Segment Start: EXERCISE MATERIALS

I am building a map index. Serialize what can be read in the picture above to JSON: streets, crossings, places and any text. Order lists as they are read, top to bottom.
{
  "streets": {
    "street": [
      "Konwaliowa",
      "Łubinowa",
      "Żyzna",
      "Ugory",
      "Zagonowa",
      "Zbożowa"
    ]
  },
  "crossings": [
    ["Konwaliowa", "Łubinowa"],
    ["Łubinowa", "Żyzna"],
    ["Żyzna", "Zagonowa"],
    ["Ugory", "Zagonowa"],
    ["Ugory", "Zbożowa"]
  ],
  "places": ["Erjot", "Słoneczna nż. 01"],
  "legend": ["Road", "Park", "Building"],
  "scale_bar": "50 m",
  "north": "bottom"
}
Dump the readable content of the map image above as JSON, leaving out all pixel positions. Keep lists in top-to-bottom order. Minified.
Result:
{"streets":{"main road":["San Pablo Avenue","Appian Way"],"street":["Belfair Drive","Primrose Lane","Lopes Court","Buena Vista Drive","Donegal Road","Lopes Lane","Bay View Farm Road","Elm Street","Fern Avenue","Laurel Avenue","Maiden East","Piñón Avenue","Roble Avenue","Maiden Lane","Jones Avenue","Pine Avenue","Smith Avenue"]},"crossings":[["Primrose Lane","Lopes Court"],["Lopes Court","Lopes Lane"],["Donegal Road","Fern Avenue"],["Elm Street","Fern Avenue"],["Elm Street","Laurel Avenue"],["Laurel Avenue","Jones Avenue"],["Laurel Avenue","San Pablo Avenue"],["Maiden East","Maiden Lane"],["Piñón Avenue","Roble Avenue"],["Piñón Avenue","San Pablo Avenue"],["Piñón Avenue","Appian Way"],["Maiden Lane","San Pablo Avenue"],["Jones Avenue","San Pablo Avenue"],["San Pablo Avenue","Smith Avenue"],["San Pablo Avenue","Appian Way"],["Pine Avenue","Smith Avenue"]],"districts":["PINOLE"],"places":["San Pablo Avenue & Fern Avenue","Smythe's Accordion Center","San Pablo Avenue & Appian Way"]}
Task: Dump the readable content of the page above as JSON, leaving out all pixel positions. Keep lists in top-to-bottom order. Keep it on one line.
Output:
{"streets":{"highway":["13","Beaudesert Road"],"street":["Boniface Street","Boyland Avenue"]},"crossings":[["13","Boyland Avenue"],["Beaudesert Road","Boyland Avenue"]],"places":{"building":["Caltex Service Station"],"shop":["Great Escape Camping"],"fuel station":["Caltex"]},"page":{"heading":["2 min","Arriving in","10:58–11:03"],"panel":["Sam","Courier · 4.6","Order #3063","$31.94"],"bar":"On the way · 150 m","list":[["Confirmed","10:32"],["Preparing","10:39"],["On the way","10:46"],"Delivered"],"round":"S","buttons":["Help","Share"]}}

Segment End: EXERCISE MATERIALS

PROBLEM STATEMENT
Go through the listing above, count the lines that contain "leaving", and state that number alone.

SOLUTION TO THIS TASK
2